The annual productivity for an established colony (60,000 to 85,000 workers) of L. apiculatum is about 3–3.6 kg of brood per year. Oviposition by founding queens is large, however, only a small percentage reaches the adult stage of the F1 generation, partly because the smaller, "trophic" eggs are consumed as food. After laying her first batch of eggs, the queen delays laying more until the first eggs have developed into pupae. Once the first workers emerge, the queen discontinues laying trophic eggs, which lowers the total number of eggs laid but increases the proportion of viable eggs. Eggs are laid all year round.

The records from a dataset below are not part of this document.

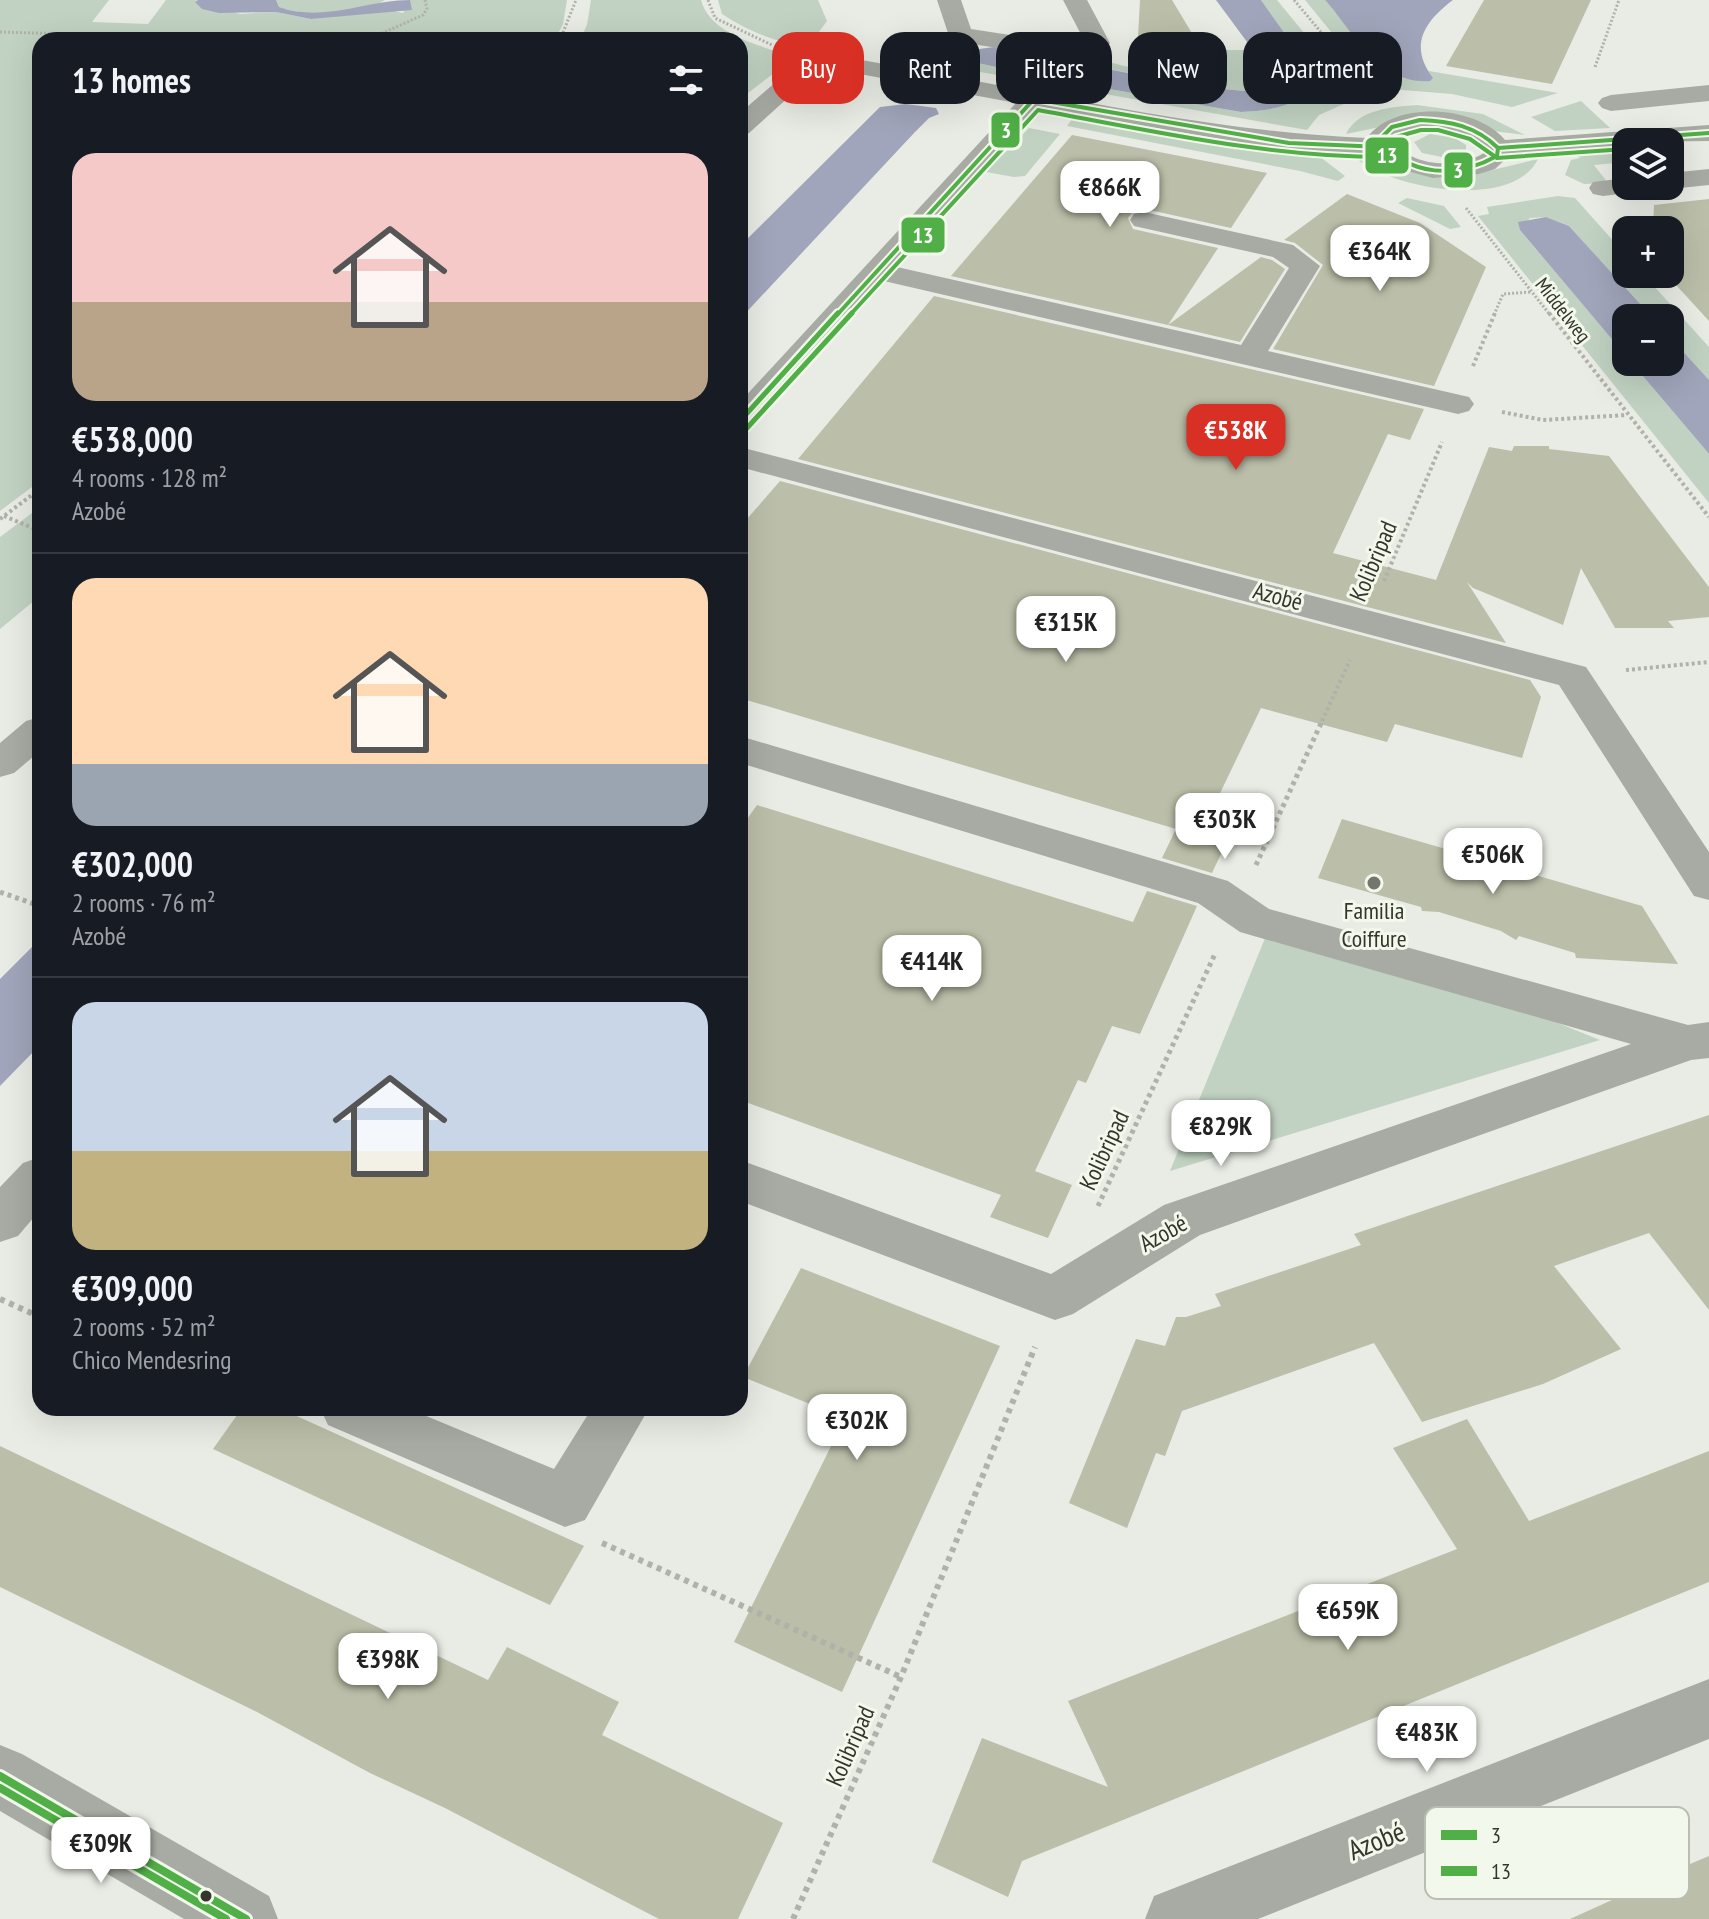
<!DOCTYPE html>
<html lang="en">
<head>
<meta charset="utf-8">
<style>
	body { margin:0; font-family:"PT Sans Narrow",sans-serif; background:#242831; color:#f1f3f6; height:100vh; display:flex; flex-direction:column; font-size:30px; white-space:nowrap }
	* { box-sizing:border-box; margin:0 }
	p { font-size:26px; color:#9ea1a6 }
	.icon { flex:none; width:44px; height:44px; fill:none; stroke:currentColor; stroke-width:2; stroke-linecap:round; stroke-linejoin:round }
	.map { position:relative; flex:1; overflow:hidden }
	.panel { position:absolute; left:32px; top:32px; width:716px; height:1384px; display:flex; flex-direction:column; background:#171b24; border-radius:24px; box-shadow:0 8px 32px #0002 }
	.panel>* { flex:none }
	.guide { position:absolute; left:772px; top:32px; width:760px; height:72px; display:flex; gap:16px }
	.buttons { position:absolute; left:1612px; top:128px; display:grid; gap:16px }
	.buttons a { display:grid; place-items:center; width:72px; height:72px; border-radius:16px; background:#171b24; box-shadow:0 8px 32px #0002; font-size:40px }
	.price { position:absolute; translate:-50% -68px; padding:0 18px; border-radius:16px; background:#fff; color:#222; font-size:26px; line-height:52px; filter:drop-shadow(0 2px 4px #0008) }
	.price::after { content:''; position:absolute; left:50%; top:48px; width:24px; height:18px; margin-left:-12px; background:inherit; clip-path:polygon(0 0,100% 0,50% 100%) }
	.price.current { background:#d93025; color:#fff }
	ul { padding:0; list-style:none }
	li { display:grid; align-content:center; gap:16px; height:424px; padding:0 40px }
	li+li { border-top:2px solid #363941 }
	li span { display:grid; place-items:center; height:248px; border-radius:24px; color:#555 }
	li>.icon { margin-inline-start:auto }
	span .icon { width:144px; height:144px; fill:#fffc; stroke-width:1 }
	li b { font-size:34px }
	h2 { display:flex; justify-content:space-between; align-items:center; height:96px; padding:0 40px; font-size:34px }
	.pill { padding:0 28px; border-radius:24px; background:#171b24; box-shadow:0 8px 32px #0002; font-size:28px; line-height:72px }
	.pill.current { background:#d93025; color:#fff }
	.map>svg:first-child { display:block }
	.green { fill:#c1d2c2 }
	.water { fill:#a1a5bb }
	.building { fill:#bbbea8 }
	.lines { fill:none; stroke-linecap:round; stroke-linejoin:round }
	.path-far3 { stroke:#b0b2aa; stroke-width:3; stroke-dasharray:2 2; stroke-linecap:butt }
	.path-far2 { stroke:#b0b2aa; stroke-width:4; stroke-dasharray:3 3; stroke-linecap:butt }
	.path-far1 { stroke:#b0b2aa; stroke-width:5; stroke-dasharray:4 4; stroke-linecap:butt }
	.path { stroke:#b0b2aa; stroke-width:6; stroke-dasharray:5 5; stroke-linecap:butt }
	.minor { fill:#a8aba3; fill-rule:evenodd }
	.bus-1-far2-casing { stroke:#f3f8ec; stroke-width:8 }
	.bus-1-far1-casing { stroke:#f3f8ec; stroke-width:10 }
	.bus-1-casing { stroke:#f3f8ec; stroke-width:14 }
	.bus-2-far2-casing { stroke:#f3f8ec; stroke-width:8 }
	.bus-2-far1-casing { stroke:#f3f8ec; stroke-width:10 }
	.bus-2-casing { stroke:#f3f8ec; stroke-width:14 }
	.bus-1-far2 { stroke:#50af46; stroke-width:4 }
	.bus-1-far1 { stroke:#50af46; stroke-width:5 }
	.bus-1 { stroke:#50af46; stroke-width:8 }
	.bus-2-far2 { stroke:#50af46; stroke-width:4 }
	.bus-2-far1 { stroke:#50af46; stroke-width:5 }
	.bus-2 { stroke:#50af46; stroke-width:8 }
	.poi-dot { fill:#73766c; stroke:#f3f8ec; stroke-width:3 }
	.bus-dot { fill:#34362b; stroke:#f3f8ec; stroke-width:3 }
	.labels { text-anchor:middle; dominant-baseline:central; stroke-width:6; stroke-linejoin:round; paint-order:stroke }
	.far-street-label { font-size:20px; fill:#34362b; stroke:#f3f8ec }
	.street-label { font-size:24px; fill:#34362b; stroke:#f3f8ec }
	.poi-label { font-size:24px; fill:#34362b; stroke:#f3f8ec }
	.near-street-label { font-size:28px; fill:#34362b; stroke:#f3f8ec }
	.key { fill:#f3f8ec; stroke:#babeb2; stroke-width:2 }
	.key-label { font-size:22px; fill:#34362b }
	.line-badge { stroke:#f3f8ec; stroke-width:3 }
	.badge-label { font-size:22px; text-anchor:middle; font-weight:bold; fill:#fff }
</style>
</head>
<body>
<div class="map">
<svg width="1709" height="1919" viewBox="0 0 1709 1919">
	<rect width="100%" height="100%" fill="#e9ece4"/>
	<path class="green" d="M0,0H109L92,22L148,24L166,0H198L195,1L240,14L276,12L311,19L389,10L403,13L410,0H567L563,24L555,40H40V481L0,511Z
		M276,0H385C356,17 310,18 279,7Z
		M591,0H701C710,34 758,45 788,55L791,60L740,99V40H580L587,25Z
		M718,0H818L827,21L808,47C776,42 749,32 722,14Z
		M1261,0H1277L1355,95L1353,100L1319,115L1307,130L941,65L950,57L1052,79L1241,112C1271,110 1303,108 1315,76Z
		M1305,0H1325L1376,62L1558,93L1512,107L1452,94L1377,88Z
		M1206,50H1253L1265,76L1245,91L1201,87L1083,64L1085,56L1144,71L1146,68L1213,69Z
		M1581,101L1610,128L1555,131L1531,117Z
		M1417,105L1483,114L1525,135L1493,131L1467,122L1380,127L1346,134C1358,109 1392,107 1417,105Z
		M1074,116L1257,149L1319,156L1345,176L1338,181L1300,171L1067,126Z
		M1029,128L1060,134L1025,176L1014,177L986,172Z
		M1430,134L1455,138L1466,145V152L1447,158L1422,153L1414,142Z
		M1626,150V162L1594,165L1608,183L1584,184L1565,175L1571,160L1580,158L1575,154Z
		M1357,159L1434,175L1463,177L1538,159C1513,211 1393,189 1357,159Z
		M1558,196L1575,198L1626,255V274H1643L1709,347V380L1670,337V318H1653L1569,226L1546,217L1530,218L1520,230L1626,356V362H1631L1709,454V503L1478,216L1489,214L1487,207Z
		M1407,198L1444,206L1461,227L1450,229L1398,203Z
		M40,507V596L0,629V537Z
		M1270,926L1521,1008L1600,1040L1170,1171Z"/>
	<path class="water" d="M198,0H276L279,7C325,23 365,0 410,0L412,10L311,19L276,12L219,13L202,9L195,2Z
		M1216,0H1261L1315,76C1303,108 1271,110 1241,112L1052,79L950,57L957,52L994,47L1200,87L1245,91L1265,76L1253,50Z
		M1325,0H1453C1425,21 1408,45 1433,78L1430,81C1380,85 1354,33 1325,0Z
		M906,104L936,108L939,114L929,118L915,132L740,319V246L880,107Z
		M1546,217L1569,226L1653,318H1626V356L1520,230L1518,222Z
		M1670,337L1709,380V454L1631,362H1670Z
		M40,939V1045L0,1086V979Z"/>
	<path class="building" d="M1140,0H1172L1211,65L1144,66L1138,38Z
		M1484,0H1591L1552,84L1446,66Z
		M1072,135L1267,173L1231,228L1145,209L1133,211L1128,218L1133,229L1218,248L1168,325L951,276Z
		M1347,194L1420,223L1486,267L1434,386L1273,349L1323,265L1295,243L1284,240Z
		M1709,199V321L1666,274H1670V230H1653L1654,205Z
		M1261,257L1272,260L1285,269L1240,342L1168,325Z
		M934,296L1424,409L1410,440L1388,434L1333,553L1436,580L1489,447L1512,451L1514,446H1549V449L1609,456L1709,587V617L1668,621L1674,628H1615L1581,568L1563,625L1473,588L1467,582L1506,643L798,459Z
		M780,481L1530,680L1541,697L1522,758L1395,724L1387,742L1261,708L1210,814L1236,822L1212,873L1162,858L1176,829L740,698V527Z
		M757,805L1133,922L1147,891L1197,906L1140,1034L1112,1026L1086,1083L1078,1080L1035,1171L1072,1185L1048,1238L990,1217L1001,1195L740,1100V829Z
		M1342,819L1642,906L1678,964L1576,958L1575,953L1519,936L1516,940L1501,931L1439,912L1422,911L1421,907L1318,878Z
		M1709,1115V1310L1649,1233L1554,1266L1621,1349L1543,1384L1422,1422L1374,1343L1182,1411L1165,1456L1156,1453L1127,1528L1069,1503L1136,1339L1165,1346L1176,1317H1186L1221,1306L1215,1294L1361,1245L1354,1234Z
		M801,1268L1000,1346L842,1692L734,1642L845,1418L743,1377Z
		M242,1408H279L584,1546L550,1605L213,1449Z
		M1467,1419L1529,1521L1709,1451V1582L1022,1861L1008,1897L932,1862L982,1738L1108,1787L1068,1701L1457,1549L1393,1448Z
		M0,1446L488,1680L507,1647L619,1702L602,1735L783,1823L738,1919H659L445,1808L370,1773L257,1712L0,1587Z
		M1709,1856V1919H1570L1665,1876L1681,1857L1690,1864Z"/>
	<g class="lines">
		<path class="path-far3" d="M708,0L715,18L772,45
			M1294,0L1373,94
			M0,32L275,40
			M367,40L423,15L427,9L425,0
			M560,40L576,0
			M1595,67L1619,0
			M1466,208L1550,315
			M1494,315L1503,294L1531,292"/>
		<path class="path-far2" d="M1549,313L1709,517
			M1473,366L1495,313
			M1502,412L1543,420L1627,415
			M4,516L40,531
			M0,519L40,489
			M1384,581L1442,442
			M1626,670L1709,662
			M1322,721L1350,660"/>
		<path class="path-far1" d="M1256,865L1323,719
			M0,892L40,906
			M1098,1206L1215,954"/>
		<path class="path" d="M0,1299L40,1317
			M602,1543L901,1677
			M793,1919L901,1677L1035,1347"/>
		<path class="minor" d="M937,0H961L971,29L1073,45L1084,40L1063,0H1087L1110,43L1107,48L1076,60L965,43L944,57L929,72C1074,99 1220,132 1367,138C1394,100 1476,105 1505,140L1709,125V141L1626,142V147L1510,155L1495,169L1479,174L1433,178L1389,166L1376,155L1289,151L1040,108L897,267L1241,345L1289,268L1273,257L1134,226L1130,220L1134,214L1144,212L1293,245L1320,266L1268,351L1469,397L1474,404L1469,411L1458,414L884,281L751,428L740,431V402L1016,103L822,67L749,133L740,135V113L808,54L817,52L906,68L926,47L948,33ZM1420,128L1457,131L1482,145L1484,153C1459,169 1409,168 1393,139L1407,130Z
			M1709,85V101L1611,111L1602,108L1598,103L1602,98L1611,95Z
			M1709,169V185L1670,189L1660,186H1670V173Z
			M1626,178V186H1640L1636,192L1603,196L1593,194L1589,188L1593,182Z
			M740,447L1586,667L1709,852V900L1694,896L1559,685L740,467Z
			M40,717V751L14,773L0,777V743L26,721Z
			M740,736L1228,881L1269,909L1688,1025L1709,1022V1058L1691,1060L1200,1235L1073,1314L1055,1320L740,1201V1160L1051,1274L1164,1205L1631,1044L1240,932L1198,903L740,763Z
			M40,1157V1210L18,1236L0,1242V1187L23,1163Z
			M320,1408H407L554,1469L592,1408H649L585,1520L565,1527L328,1425Z
			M1709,1679V1739L1258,1919H1145L1154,1896Z
			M0,1745L22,1754L269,1896L278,1919H184L0,1811Z"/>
		<g class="bus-1-far2-casing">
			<path id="bus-1-far2" d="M1420,120C1450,121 1476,126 1498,148L1497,156C1457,178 1409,178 1380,139L1392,127Z
				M1498,148L1709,133
				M837,315L1034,99L1289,143L1382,147"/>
		</g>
		<g class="bus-1-far1-casing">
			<path id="bus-1-far1" d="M740,421L838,313"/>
		</g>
		<g class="bus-1-casing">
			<path id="bus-1" d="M0,1776L246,1919"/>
		</g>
		<g class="bus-2-far2-casing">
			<path id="bus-2-far2" d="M850,315L1038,110C1153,131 1267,157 1385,157L1391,152V142L1396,137L1421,130H1438L1470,139L1497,158L1626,149"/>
		</g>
		<g class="bus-2-far1-casing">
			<path id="bus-2-far1" d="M747,428L852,313"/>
		</g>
		<g class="bus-2-casing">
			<path id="bus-2" d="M0,1788L226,1919"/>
		</g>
		<use href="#bus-1-far2" class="bus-1-far2"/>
		<use href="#bus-1-far1" class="bus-1-far1"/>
		<use href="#bus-1" class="bus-1"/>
		<use href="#bus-2-far2" class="bus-2-far2"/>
		<use href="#bus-2-far1" class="bus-2-far1"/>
		<use href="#bus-2" class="bus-2"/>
	</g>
	<circle class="poi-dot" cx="1374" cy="883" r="8"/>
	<circle class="bus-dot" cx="206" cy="1896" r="7"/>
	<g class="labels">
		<g class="far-street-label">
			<text transform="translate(1563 310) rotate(52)">Middelweg</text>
		</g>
		<g class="street-label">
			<text transform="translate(1373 561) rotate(-67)">Kolibripad</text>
			<text transform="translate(1278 596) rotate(15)">Azobé</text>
			<text transform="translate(1104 1150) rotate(-65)">Kolibripad</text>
			<text transform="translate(1163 1233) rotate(-29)">Azobé</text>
			<text transform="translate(850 1746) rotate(-66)">Kolibripad</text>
		</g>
		<g class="poi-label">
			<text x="1374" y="910">Familia<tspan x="1374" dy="28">Coiffure</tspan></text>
		</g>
		<g class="near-street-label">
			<text transform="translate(1376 1840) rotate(-22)">Azobé</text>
		</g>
	</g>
	<rect x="1425" y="1807" width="264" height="92" rx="12" class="key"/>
	<rect x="1441" y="1830" width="36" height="10" fill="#50af46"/>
	<rect x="1441" y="1866" width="36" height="10" fill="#50af46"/>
	<g class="key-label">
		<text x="1491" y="1843">3</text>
		<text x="1491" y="1879">13</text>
	</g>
	<g class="line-badge">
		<rect x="990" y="111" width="31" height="38" rx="8" fill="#50af46"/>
		<rect x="1364" y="136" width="46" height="39" rx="8" fill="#50af46"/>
		<rect x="1443" y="151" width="31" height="38" rx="8" fill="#50af46"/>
		<rect x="900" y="216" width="46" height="38" rx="8" fill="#50af46"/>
	</g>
	<g class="badge-label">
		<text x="1006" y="138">3</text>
		<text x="1387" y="163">13</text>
		<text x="1458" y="178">3</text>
		<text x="923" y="243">13</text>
	</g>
</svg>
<div class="buttons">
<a><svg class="icon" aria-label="layers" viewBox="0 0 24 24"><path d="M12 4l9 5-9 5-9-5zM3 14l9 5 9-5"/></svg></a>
<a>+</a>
<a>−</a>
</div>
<b class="price" style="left:1110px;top:229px">€866K</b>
<b class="price" style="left:1380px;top:293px">€364K</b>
<b class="price current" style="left:1236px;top:472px">€538K</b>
<b class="price" style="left:1066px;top:664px">€315K</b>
<b class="price" style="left:1225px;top:861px">€303K</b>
<b class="price" style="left:1493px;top:896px">€506K</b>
<b class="price" style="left:932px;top:1003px">€414K</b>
<b class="price" style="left:1221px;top:1168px">€829K</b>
<b class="price" style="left:857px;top:1462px">€302K</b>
<b class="price" style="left:1348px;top:1652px">€659K</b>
<b class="price" style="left:388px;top:1701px">€398K</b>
<b class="price" style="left:1427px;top:1774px">€483K</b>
<b class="price" style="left:101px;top:1885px">€309K</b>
<div class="guide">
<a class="pill current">Buy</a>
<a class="pill">Rent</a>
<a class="pill">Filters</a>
<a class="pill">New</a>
<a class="pill">Apartment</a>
</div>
<section class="panel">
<h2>13 homes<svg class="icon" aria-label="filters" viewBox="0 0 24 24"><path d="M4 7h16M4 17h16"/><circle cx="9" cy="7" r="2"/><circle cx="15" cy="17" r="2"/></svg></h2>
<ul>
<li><span style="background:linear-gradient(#f6c9c9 60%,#b9a48a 0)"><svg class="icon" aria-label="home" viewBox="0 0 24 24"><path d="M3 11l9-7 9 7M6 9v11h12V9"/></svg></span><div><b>€538,000</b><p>4 rooms · 128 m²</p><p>Azobé</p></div></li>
<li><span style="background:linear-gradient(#ffd9b3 75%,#9aa5b1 0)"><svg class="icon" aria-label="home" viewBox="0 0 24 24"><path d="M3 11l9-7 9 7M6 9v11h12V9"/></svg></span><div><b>€302,000</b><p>2 rooms · 76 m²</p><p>Azobé</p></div></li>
<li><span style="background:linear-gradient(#c9d6e8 60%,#c2b280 0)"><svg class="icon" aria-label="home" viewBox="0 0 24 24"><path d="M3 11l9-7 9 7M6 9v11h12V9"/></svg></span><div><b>€309,000</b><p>2 rooms · 52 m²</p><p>Chico Mendesring</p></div></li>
</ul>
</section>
</div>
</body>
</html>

Some virgin queens of L. apiculatum emerge from the nest, remove their wings, and dig a nest without mating. They will lay eggs, care for them, and eat them to survive. However, they only care for more recently laid eggs that have not turned yellow or dried out.

==Life cycle==
A study by (Conconi et al. 1983a) recorded the longevity of each of the reproductive castes and colony foundation of L. apiculatum. In this study, they studied the life cycle of this species under different conditions of humidity, temperature, and substrate. Ant queens were placed either in glass tubes with moist cotton or in jars with soil, and were held at varying temperatures and relative humidity. Observations of the longevity of the various reproductive castes of L. apiculatum are as follows: males lived 15 to 37 days, virgin queens lived 19 to 268 days and fertilized queens lived 17 to 316 days. However, the last estimate is incredibly short for a queen, so either these ants are highly polygynous or they live much longer in the wild.